• **ACTIVITY**
Copy each line in the data that includes the word "linejoin".

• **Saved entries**
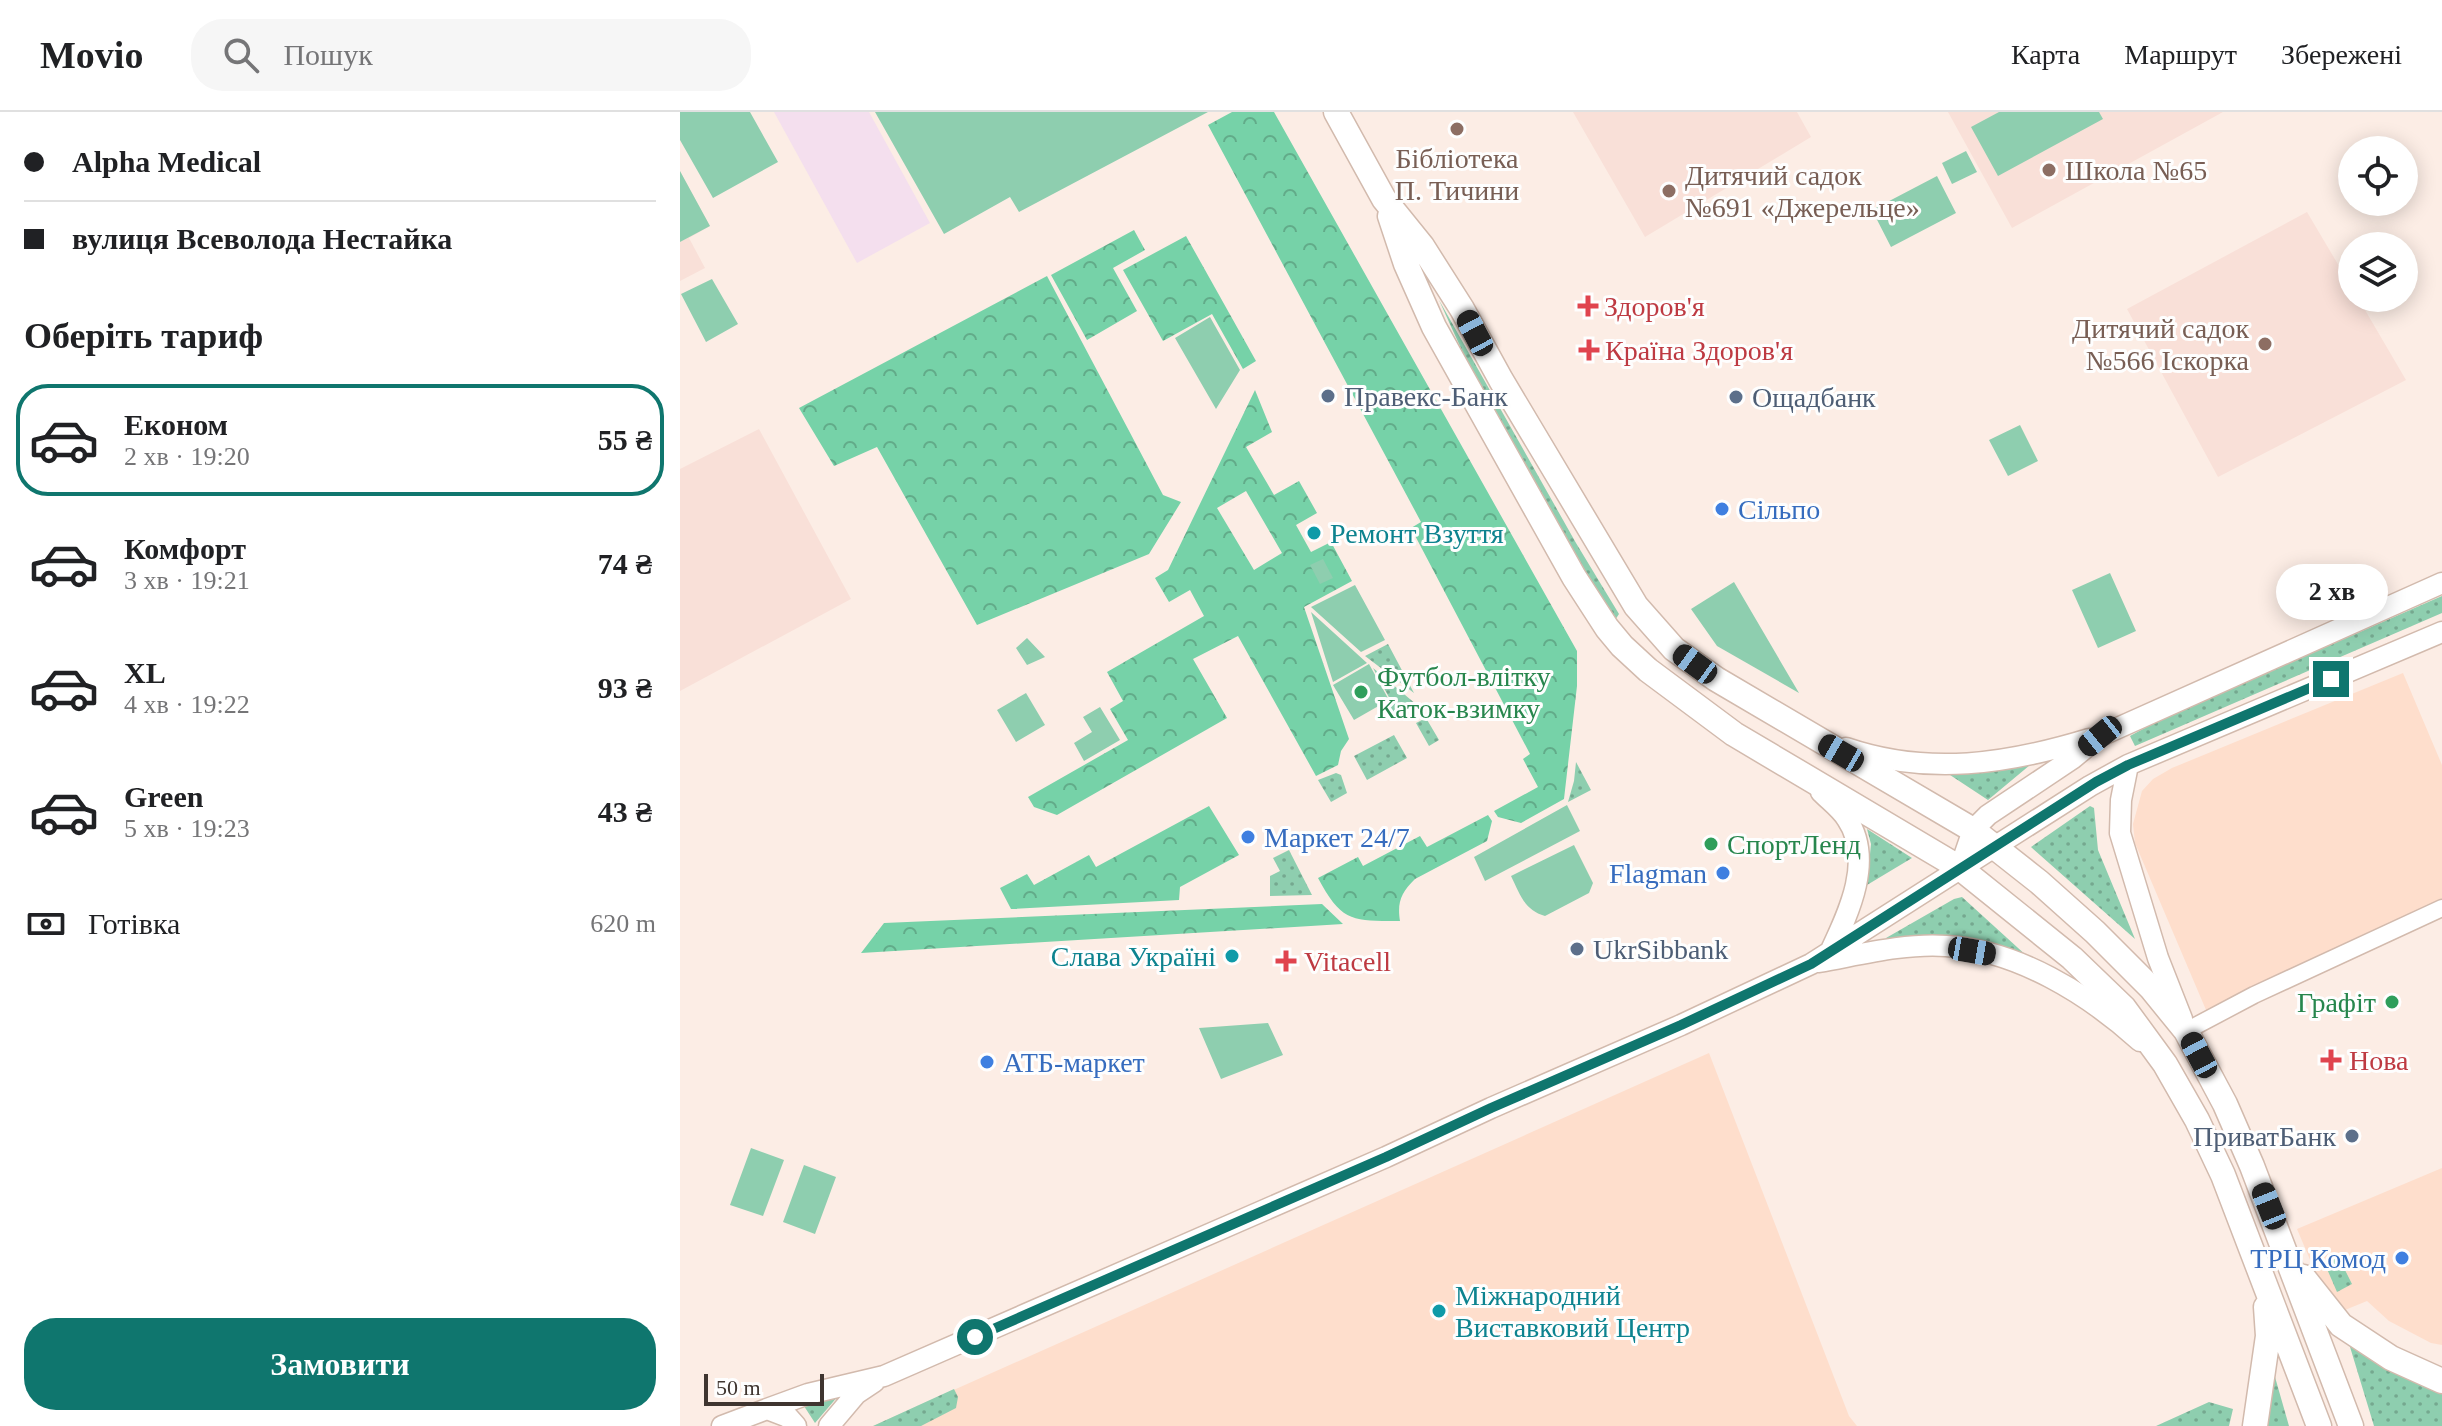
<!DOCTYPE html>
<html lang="uk">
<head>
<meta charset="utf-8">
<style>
	body { margin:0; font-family:"Times New Roman",serif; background:#f6f6f6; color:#202124; height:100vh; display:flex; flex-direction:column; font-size:30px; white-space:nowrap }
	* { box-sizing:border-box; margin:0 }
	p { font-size:26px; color:#757577 }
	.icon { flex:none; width:44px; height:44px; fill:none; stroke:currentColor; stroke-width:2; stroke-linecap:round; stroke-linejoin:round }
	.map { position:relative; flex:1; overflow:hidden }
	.panel { display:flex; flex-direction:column; background:#fff; width:680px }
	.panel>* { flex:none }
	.top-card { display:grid; align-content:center; height:176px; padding:0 24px; background:#fff }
	.fabs { position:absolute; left:1658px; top:24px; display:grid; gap:16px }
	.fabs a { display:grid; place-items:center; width:80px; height:80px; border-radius:50%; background:#fff; box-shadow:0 4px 20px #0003; font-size:40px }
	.scale { position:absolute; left:24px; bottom:20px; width:120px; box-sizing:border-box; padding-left:8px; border:4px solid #3f3530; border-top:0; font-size:22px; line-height:28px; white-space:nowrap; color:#3f3530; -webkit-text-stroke:6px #fefefe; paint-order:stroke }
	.end { position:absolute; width:36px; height:36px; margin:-18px; border:10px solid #0f766e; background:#fff; box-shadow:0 0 0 4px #fff }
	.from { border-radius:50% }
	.bubble { position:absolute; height:56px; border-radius:28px; background:#fff; box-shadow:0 4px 20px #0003; font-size:26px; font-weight:800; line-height:56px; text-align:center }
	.car { position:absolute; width:24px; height:48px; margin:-24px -12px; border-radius:10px; box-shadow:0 0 6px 2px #0007; background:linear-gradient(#222 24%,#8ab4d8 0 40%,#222 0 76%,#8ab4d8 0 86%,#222 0) }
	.top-card b { display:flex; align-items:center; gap:28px; height:76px; font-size:30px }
	.top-card b+b { border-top:2px solid #e0e0e0 }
	.top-card i { width:20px; height:20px; background:#202124 }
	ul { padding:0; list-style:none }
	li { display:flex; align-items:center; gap:24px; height:112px; margin:0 16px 12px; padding:0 8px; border:4px solid transparent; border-radius:32px }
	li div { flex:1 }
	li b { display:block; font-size:30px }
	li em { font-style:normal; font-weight:800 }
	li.active { border-color:#0f766e }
	li>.icon { width:72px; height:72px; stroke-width:1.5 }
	h2 { padding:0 24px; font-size:36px; line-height:96px }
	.pay { display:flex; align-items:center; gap:20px; height:88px; padding:0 24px; font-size:30px }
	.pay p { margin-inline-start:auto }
	.action { display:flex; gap:16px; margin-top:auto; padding:16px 24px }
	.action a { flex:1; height:92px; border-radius:32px; background:#0f766e; color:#fff; font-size:32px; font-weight:800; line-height:92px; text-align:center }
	header { display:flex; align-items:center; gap:48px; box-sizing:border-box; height:112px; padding:0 40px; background:#fff; border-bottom:2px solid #e0e0e0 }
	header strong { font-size:38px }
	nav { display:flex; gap:44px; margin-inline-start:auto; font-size:28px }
	.search { width:560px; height:72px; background:#f6f6f6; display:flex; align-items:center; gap:20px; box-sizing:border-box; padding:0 28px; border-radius:32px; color:#757577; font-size:30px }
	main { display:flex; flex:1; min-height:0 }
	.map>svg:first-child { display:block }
</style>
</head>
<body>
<header>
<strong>Movio</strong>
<div class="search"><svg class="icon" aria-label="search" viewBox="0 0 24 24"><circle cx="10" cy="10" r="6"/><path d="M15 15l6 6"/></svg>Пошук</div>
<nav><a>Карта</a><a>Маршрут</a><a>Збережені</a></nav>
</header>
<main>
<section class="panel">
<div class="top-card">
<b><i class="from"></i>Alpha Medical</b>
<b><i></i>вулиця Всеволода Нестайка</b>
</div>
<h2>Оберіть тариф</h2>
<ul>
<li class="active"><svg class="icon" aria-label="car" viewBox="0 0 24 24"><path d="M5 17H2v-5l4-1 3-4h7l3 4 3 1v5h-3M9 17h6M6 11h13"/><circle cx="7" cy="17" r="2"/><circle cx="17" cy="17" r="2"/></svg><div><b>Економ</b><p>2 хв · 19:20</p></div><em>55 ₴</em></li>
<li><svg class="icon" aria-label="car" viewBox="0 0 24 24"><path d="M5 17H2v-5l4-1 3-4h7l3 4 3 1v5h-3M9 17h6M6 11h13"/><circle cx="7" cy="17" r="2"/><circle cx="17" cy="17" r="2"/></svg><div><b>Комфорт</b><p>3 хв · 19:21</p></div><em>74 ₴</em></li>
<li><svg class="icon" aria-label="car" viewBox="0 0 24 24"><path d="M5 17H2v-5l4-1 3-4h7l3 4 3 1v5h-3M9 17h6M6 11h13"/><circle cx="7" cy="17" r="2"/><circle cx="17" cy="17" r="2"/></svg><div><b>XL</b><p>4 хв · 19:22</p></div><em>93 ₴</em></li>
<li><svg class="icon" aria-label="car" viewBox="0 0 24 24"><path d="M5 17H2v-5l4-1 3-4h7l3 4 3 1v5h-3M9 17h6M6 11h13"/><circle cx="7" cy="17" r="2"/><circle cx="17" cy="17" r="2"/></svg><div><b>Green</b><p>5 хв · 19:23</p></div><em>43 ₴</em></li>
</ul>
<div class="pay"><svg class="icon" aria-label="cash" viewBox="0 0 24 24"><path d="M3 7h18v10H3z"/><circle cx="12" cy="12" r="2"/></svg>Готівка<p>620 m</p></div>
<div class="action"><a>Замовити</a></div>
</section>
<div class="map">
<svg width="1762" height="1314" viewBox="0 0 1762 1314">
	<defs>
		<pattern id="grass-dots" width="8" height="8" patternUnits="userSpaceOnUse" patternTransform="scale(2)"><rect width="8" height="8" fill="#8eceaf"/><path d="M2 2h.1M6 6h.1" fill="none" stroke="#75a88f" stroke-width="1.8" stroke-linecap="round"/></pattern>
		<pattern id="forest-crowns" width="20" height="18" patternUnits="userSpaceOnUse" patternTransform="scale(2)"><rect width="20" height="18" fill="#76d2a8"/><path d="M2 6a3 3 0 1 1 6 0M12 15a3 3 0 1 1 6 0" fill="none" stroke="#62ab89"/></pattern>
	</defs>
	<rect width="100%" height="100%" fill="#fcede5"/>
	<path fill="#fedecc" d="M1723,561l39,92v153l-230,106 -77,-181 -2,-19 9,-33 11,-12 19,-11z
		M1029,941l140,363 8,10h-984z
		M1762,1056v177l-11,-2 -42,-22 -22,-20 -22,9 -10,-7 -16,-22 -22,-52z"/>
	<path fill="#f9e0d8" d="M893,0h224l14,25 -166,100z
		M1268,0h275l-211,116z
		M0,59l30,55 -21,12 16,30 -25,13z
		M1627,100l45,76v10h6l48,82 -188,97 -91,-168z
		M79,317l92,170 -171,92v-222z"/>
	<path fill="#f4dfee" d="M94,0h95l61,111 -73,40z"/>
	<path fill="url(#grass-dots)" d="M759,188l137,243 43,71 -4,6 -21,-28 -106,-184z
		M1762,484v17l-307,133 -5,-10 33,-18z
		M708,532l26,49 -49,-37z
		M693,556l44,37 -26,14 -8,-13 8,-5z
		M746,606l13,22 -10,6 -13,-23z
		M714,623l13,23 -40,22 -13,-24z
		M896,650l15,28 -23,12 6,-21z
		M1350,653l-42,35 -41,-27z
		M656,661l5,2 6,18 -16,9 -13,-22z
		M1410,694l4,2 4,42 37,89 -104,-92z
		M1187,717l45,29 -45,27 4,-41z
		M609,738l23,45 -42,1v-20l10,-5 -7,-13z
		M1282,785l77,70 -92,-30 -61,1 68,-39z
		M1658,1144l14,28 -15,8 -13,-30z
		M1667,1225l95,54v35h-68z
		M1595,1265l14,49h-22l6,-48z
		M165,1276l-30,35 -11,-17z
		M274,1277l4,8 -2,11 -35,18h-48z
		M1529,1290l24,7 -4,17h-73z"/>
	<path fill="url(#forest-crowns)" fill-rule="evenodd" d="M552,0h42l303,539v35l-13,113 -43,24 -23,-6 -4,-6 44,-24 -15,-28 7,-5 -119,-226 10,-6 -213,-397z
		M454,118l11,20 -32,18 24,43 -50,29 -36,-65z
		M506,124l70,125 -13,8 -31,-55 -49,27 -40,-71z
		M367,164l116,219 18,7 -32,52 -172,71 -100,-178 -43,19 -35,-58z
		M575,278l17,42 -26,15 28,48 25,-14 18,32 -21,12 15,27 20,-10 21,39 -48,26 45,132 -8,12 -3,14 -22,11 -78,-140 -45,23 34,59 -170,97 -23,-8 -6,-10 100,-57 -18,-31 13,-8 -16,-29 97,-56 -14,-26 -21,12 -14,-24 13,-8zM566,379l36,62 -28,17 -37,-62z
		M529,694l30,49 -59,32 -1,13 -168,9 -11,-21 27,-14 7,11 55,-30 7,12z
		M808,703l4,6 -5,20 -72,38c-14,14 -18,23 -15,42 -47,0 -58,2 -82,-43l40,-21 5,9 57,-30 7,11z
		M642,792l21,20 -482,29 23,-30z"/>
	<path fill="#8eceaf" d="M0,0h70l28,50 -65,36 -33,-58z
		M195,0h333l-189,100 -9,-15 -66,37z
		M1319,0h100l4,7 -105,57 -27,-49z
		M1286,39l11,21 -25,12 -10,-21z
		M0,59l30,55 -30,16z
		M1257,64l19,37 -65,34 -19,-37z
		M32,167l26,45 -32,18 -25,-48z
		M530,205l30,53 -24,39 -41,-71z
		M1340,313l18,36 -30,15 -19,-36z
		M643,447l10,19 -13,6 -10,-19z
		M1430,461l26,58 -38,17 -26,-58z
		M1054,470l65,111 -82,-47 -26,-37z
		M675,473l30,55 -24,12 -50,-45z
		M631,500l56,51 -34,19z
		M347,526l18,19 -18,8 -11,-17z
		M689,552l20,36 -35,20 -21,-35z
		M346,581l19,32 -29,17 -19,-32z
		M420,595l20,33 -36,21 -10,-18 18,-11 -9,-15z
		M887,693l13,26 -95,50 -11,-24z
		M894,733l19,38 -4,10 -44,23c-21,-6 -25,-22 -34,-40z
		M588,911l15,32 -62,24 -22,-51z
		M71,1036l33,12 -21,56 -33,-11z
		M124,1053l32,12 -21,57 -32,-12z"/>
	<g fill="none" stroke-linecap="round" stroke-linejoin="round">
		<g stroke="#d2baad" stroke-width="19">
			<path id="minor" d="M1506,919l68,-36 188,-87"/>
		</g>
		<g stroke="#d2baad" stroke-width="23">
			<path id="tertiary" d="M1166,636c82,28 161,16 243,-9
				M1448,653l-7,35 -1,33 38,125 24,61
				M1141,680c9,9 20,17 26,27 27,40 2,93 -16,131
				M1280,756l13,-38 15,-15 84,-56 28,-23 342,-153
				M1139,850c40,-7 85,-19 127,-16 71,4 142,48 194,95
				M87,1297l41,-15 76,-18 502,-219 105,-49 190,-83 130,-61 279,-178 38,-21 314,-133
				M42,1314l45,-17 21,8 8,9
				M149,1314l27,-32 18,-12"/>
		</g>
		<g stroke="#d2baad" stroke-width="27">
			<path id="secondary" d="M656,0l48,87 38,47 40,63 39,71 135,226 38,43 42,30 257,151 66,52 56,50 56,56 35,43 39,73 27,62 99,260
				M710,104l16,48 28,63 140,250 33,51 15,18 26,24 86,64 226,134 112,90 52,50 41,56 32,56 26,55 96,251
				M1623,1165l38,48 50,33 51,23
				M1575,1314l13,-90 -2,-29"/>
		</g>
		<use href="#minor" stroke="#fff" stroke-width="16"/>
		<use href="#tertiary" stroke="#fff" stroke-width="20"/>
		<use href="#secondary" stroke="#fff" stroke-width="24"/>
	</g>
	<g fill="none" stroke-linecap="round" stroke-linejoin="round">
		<path stroke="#0f766e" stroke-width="10" d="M295,1225l411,-180 105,-49 190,-83 130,-61 285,-182 32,-17 203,-86"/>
	</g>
	<g fill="#8d6e63" stroke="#fefefe" stroke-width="3">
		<circle cx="777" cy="17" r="8"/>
		<circle cx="1369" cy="58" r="8"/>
		<circle cx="989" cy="79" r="8"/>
		<circle cx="1585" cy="232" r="8"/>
	</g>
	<g fill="#e0444e" stroke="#fefefe" stroke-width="3">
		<path d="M904 182h8v8h8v8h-8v8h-8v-8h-8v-8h8z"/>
		<path d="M905 226h8v8h8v8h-8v8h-8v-8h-8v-8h8z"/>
		<path d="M602 837h8v8h8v8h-8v8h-8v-8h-8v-8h8z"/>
		<path d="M1647 936h8v8h8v8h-8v8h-8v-8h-8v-8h8z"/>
	</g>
	<g fill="#5c6f8a" stroke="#fefefe" stroke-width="3">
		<circle cx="648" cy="284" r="8"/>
		<circle cx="1056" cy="285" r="8"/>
		<circle cx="897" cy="837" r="8"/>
		<circle cx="1672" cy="1024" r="8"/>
	</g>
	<g fill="#3f7fe0" stroke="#fefefe" stroke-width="3">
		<circle cx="1042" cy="397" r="8"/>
		<circle cx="568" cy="725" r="8"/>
		<circle cx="1043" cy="761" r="8"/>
		<circle cx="307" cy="950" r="8"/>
		<circle cx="1722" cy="1146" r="8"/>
	</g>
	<g fill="#0f9aa8" stroke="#fefefe" stroke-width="3">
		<circle cx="634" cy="421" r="8"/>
		<circle cx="552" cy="844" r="8"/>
		<circle cx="759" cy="1199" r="8"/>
	</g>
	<g fill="#2e9e5b" stroke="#fefefe" stroke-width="3">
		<circle cx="681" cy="580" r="8"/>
		<circle cx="1031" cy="732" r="8"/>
		<circle cx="1712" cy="890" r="8"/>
	</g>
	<g text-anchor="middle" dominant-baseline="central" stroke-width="6" stroke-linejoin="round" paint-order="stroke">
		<g font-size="28" fill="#785e54" stroke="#fefefe" text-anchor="start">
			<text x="777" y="46" text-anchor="middle">Бібліотека<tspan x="777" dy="32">П. Тичини</tspan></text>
			<text x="1385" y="58">Школа №65</text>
			<text x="1005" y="63">Дитячий садок<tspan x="1005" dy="32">№691 «Джерельце»</tspan></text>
			<text x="1569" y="216" text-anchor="end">Дитячий садок<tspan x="1569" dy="32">№566 Іскорка</tspan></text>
		</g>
		<g font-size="28" fill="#be3a42" stroke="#fefefe" text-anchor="start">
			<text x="924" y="194">Здоров'я</text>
			<text x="925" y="238">Країна Здоров'я</text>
			<text x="624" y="849">Vitacell</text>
			<text x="1669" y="948">Нова</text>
		</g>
		<g font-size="28" fill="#4e5e75" stroke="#fefefe" text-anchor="start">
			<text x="664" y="284">Правекс-Банк</text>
			<text x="1072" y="285">Ощадбанк</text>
			<text x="913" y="837">UkrSibbank</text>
			<text x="1656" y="1024" text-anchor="end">ПриватБанк</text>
		</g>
		<g font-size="28" fill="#366cbe" stroke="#fefefe" text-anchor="start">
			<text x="1058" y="397">Сільпо</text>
			<text x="584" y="725">Маркет 24/7</text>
			<text x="1027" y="761" text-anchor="end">Flagman</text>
			<text x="323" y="950">АТБ-маркет</text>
			<text x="1706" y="1146" text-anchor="end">ТРЦ Комод</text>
		</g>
		<g font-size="28" fill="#0d838f" stroke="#fefefe" text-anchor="start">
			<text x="650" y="421">Ремонт Взуття</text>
			<text x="536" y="844" text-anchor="end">Слава Україні</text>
			<text x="775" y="1183">Міжнародний<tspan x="775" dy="32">Виставковий Центр</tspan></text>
		</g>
		<g font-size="28" fill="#27864d" stroke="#fefefe" text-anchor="start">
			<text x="697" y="564">Футбол-влітку<tspan x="697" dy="32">Каток-взимку</tspan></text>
			<text x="1047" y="732">СпортЛенд</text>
			<text x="1696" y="890" text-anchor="end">Графіт</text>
		</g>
	</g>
</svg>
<div class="fabs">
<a><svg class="icon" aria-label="locate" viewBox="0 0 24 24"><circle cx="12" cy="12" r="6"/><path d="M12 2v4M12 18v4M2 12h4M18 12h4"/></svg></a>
<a><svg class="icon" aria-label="layers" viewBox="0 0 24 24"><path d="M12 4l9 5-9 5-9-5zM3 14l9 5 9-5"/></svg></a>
</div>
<div class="scale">50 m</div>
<i class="end from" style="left:295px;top:1225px"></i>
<i class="end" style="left:1651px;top:567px"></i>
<div class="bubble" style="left:1596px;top:452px;width:112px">2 хв</div>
<i class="car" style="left:795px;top:221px;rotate:332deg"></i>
<i class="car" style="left:1015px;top:552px;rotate:306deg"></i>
<i class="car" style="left:1420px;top:624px;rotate:231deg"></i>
<i class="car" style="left:1161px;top:641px;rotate:300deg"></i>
<i class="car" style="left:1292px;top:839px;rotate:100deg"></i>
<i class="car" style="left:1519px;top:943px;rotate:332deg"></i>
<i class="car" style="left:1589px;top:1094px;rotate:338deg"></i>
</div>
</main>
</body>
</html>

• **TASK ANSWER**
	.icon { flex:none; width:44px; height:44px; fill:none; stroke:currentColor; stroke-width:2; stroke-linecap:round; stroke-linejoin:round }
	<g fill="none" stroke-linecap="round" stroke-linejoin="round">
	<g fill="none" stroke-linecap="round" stroke-linejoin="round">
	<g text-anchor="middle" dominant-baseline="central" stroke-width="6" stroke-linejoin="round" paint-order="stroke">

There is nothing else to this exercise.